Look through the records below for the line with "display:grid; place-items:center; width:100px;" and the line with "border:15px solid #d22;", then return those lines and all lines between, exactly.

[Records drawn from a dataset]
▶

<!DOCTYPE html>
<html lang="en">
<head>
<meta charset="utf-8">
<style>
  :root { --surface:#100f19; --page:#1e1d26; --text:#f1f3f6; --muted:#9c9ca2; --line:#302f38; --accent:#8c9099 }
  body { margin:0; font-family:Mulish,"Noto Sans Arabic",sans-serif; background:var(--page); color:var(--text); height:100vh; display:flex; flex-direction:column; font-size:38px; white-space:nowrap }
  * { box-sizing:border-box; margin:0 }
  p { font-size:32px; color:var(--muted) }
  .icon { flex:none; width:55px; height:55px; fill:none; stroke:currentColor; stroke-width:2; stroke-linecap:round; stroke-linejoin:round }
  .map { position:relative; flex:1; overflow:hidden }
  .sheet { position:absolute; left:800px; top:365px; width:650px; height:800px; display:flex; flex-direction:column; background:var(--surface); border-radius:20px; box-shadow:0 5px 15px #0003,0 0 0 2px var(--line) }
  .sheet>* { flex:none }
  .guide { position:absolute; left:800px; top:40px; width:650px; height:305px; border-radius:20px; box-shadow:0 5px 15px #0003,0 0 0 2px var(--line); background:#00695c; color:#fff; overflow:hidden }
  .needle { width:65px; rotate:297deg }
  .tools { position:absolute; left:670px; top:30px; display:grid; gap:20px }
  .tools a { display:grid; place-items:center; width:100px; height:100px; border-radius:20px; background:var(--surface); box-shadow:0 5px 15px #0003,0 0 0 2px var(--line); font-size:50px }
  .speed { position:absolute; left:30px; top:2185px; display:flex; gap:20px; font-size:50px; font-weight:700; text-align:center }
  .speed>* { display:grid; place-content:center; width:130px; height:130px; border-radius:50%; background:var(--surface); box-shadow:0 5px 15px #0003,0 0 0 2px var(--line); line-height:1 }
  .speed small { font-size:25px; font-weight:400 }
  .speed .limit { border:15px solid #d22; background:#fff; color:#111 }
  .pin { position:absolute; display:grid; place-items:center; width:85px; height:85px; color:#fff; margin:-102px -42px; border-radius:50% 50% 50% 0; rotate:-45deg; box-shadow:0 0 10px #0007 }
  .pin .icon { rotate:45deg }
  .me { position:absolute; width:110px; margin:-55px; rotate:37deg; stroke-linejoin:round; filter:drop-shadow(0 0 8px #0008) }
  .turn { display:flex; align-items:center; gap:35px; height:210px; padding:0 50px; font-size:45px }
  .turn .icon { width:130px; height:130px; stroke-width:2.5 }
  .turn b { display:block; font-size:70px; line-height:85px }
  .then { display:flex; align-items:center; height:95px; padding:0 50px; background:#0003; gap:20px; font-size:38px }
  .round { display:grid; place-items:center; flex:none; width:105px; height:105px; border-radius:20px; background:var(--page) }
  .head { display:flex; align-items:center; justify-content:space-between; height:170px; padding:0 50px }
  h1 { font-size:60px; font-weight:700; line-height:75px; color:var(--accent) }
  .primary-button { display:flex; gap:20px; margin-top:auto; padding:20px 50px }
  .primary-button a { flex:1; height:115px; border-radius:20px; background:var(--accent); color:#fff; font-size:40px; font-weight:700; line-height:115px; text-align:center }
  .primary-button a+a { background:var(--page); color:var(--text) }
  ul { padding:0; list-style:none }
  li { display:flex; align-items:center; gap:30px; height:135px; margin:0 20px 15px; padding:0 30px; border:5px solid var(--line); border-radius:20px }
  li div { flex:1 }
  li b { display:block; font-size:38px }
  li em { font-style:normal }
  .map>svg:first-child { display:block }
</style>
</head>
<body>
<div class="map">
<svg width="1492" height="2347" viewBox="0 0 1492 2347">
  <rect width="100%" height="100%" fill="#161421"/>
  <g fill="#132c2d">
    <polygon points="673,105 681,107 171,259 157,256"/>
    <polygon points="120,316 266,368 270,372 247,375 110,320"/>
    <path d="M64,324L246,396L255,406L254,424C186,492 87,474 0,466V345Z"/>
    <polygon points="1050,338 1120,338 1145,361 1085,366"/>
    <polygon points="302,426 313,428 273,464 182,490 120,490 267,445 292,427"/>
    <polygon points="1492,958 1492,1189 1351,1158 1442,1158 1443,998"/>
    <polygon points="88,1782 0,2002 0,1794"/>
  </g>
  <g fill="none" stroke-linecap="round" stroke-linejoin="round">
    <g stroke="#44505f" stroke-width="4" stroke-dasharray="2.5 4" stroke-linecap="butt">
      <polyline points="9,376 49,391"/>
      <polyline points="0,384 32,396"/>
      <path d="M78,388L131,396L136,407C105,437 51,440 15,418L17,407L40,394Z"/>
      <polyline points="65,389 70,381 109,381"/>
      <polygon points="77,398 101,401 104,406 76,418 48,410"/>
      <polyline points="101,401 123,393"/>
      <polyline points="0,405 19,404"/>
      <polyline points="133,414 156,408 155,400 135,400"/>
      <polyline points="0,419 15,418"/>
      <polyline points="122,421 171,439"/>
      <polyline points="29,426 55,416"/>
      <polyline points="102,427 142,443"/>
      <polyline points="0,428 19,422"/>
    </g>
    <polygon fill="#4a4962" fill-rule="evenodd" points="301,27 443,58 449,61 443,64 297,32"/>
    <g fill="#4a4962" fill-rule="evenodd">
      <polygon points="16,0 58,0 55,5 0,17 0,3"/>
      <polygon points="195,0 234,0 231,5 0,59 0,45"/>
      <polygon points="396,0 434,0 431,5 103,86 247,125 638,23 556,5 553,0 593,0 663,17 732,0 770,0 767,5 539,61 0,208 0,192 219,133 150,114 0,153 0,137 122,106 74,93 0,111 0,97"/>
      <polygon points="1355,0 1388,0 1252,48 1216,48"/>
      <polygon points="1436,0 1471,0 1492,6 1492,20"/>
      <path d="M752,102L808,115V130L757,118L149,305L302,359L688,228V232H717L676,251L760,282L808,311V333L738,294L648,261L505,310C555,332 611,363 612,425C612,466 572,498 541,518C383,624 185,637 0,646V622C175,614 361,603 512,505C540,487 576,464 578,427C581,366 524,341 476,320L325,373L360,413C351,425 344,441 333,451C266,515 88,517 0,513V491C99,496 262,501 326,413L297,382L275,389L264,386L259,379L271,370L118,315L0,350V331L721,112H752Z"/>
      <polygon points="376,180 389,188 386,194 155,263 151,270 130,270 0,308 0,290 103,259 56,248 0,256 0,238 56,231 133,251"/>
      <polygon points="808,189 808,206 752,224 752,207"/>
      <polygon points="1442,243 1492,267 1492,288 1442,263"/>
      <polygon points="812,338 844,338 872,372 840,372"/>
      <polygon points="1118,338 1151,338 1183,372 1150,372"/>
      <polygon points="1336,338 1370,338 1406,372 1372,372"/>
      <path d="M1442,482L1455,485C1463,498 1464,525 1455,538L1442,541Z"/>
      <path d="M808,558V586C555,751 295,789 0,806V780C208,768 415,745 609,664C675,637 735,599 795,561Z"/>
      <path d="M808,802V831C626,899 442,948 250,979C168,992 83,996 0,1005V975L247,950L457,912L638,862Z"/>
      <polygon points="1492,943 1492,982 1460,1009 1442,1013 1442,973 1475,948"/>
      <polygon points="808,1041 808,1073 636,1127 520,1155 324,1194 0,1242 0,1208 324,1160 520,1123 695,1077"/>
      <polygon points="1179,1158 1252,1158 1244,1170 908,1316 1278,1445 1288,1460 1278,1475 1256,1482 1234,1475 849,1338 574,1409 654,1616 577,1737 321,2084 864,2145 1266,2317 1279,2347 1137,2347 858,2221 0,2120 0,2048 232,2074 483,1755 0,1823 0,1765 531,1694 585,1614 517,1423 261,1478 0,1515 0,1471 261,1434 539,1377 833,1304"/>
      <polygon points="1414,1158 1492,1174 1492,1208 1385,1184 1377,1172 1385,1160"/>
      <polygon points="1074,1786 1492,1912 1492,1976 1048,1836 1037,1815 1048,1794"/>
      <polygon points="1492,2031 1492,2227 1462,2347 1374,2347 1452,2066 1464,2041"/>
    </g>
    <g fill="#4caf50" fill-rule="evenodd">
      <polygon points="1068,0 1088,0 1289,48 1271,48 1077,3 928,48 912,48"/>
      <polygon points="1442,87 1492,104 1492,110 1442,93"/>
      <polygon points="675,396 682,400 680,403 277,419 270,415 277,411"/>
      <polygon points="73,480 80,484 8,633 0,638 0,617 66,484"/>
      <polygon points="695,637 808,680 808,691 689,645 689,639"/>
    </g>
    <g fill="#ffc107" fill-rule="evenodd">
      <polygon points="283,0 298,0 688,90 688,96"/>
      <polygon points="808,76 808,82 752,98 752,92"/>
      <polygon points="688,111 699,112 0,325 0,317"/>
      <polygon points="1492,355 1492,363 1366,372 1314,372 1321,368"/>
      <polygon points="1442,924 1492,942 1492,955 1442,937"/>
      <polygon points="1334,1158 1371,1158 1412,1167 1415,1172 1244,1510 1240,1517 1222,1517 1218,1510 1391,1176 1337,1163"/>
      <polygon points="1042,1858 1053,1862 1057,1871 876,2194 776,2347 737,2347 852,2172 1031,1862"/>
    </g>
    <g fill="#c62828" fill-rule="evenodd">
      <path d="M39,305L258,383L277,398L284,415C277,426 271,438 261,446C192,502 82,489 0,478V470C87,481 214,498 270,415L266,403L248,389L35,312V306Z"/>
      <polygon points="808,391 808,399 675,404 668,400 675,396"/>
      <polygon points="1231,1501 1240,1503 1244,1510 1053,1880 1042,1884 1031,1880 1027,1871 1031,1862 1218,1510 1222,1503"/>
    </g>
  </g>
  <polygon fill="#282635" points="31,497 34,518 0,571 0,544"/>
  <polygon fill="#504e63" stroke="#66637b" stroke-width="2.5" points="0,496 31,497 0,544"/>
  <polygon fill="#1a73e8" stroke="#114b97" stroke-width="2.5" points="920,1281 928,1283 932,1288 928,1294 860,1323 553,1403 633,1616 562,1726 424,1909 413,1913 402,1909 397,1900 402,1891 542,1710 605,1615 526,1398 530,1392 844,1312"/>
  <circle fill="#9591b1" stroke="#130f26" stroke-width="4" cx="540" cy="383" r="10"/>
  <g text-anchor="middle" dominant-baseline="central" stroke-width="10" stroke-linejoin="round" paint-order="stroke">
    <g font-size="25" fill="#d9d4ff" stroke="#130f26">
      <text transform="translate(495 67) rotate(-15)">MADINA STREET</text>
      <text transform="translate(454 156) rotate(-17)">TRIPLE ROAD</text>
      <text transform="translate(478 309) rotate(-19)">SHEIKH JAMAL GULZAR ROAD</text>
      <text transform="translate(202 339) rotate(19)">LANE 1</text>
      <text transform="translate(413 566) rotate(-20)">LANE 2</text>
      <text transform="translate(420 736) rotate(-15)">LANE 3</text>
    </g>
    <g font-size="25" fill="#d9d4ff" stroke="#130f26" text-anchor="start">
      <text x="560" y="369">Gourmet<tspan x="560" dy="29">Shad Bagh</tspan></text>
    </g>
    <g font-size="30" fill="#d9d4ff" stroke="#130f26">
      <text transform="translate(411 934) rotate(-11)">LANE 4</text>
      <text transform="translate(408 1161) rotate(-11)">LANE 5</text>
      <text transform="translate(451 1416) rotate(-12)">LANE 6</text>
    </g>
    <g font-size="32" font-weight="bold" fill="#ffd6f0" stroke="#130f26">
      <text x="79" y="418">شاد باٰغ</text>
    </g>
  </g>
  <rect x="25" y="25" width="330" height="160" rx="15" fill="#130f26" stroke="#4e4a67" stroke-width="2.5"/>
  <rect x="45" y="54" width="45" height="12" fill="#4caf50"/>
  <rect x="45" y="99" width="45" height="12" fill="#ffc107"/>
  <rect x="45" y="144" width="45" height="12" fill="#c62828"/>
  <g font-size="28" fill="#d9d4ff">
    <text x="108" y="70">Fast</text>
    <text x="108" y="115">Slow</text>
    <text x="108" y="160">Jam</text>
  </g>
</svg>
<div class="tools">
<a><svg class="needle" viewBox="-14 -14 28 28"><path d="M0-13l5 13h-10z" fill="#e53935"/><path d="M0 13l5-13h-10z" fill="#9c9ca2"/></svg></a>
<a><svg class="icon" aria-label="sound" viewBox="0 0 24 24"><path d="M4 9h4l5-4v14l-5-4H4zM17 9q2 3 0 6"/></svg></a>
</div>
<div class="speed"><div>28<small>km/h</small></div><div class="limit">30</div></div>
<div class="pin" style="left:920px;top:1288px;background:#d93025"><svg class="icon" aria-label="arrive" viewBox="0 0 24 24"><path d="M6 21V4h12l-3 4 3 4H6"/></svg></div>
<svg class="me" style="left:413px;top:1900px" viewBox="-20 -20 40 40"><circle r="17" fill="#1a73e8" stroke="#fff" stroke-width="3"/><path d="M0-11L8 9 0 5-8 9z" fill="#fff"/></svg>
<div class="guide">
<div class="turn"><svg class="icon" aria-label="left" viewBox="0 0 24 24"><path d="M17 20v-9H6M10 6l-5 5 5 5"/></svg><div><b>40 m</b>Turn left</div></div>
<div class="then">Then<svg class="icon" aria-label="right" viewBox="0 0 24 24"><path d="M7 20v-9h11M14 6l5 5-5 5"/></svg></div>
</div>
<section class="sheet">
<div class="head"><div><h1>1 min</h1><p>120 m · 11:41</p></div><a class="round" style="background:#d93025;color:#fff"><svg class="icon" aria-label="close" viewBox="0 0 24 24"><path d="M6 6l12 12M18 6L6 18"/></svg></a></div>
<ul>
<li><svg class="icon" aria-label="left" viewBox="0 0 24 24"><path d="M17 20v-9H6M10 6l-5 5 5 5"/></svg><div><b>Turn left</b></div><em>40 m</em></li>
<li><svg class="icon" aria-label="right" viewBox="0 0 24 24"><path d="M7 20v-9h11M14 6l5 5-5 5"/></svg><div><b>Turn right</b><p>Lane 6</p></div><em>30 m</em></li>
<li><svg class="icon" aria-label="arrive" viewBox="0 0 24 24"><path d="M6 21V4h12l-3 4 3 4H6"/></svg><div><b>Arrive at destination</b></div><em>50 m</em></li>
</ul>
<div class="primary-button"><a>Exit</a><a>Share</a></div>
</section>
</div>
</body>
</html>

◀

Exercise answer |
  .tools a { display:grid; place-items:center; width:100px; height:100px; border-radius:20px; background:var(--surface); box-shadow:0 5px 15px #0003,0 0 0 2px var(--line); font-size:50px }
  .speed { position:absolute; left:30px; top:2185px; display:flex; gap:20px; font-size:50px; font-weight:700; text-align:center }
  .speed>* { display:grid; place-content:center; width:130px; height:130px; border-radius:50%; background:var(--surface); box-shadow:0 5px 15px #0003,0 0 0 2px var(--line); line-height:1 }
  .speed small { font-size:25px; font-weight:400 }
  .speed .limit { border:15px solid #d22; background:#fff; color:#111 }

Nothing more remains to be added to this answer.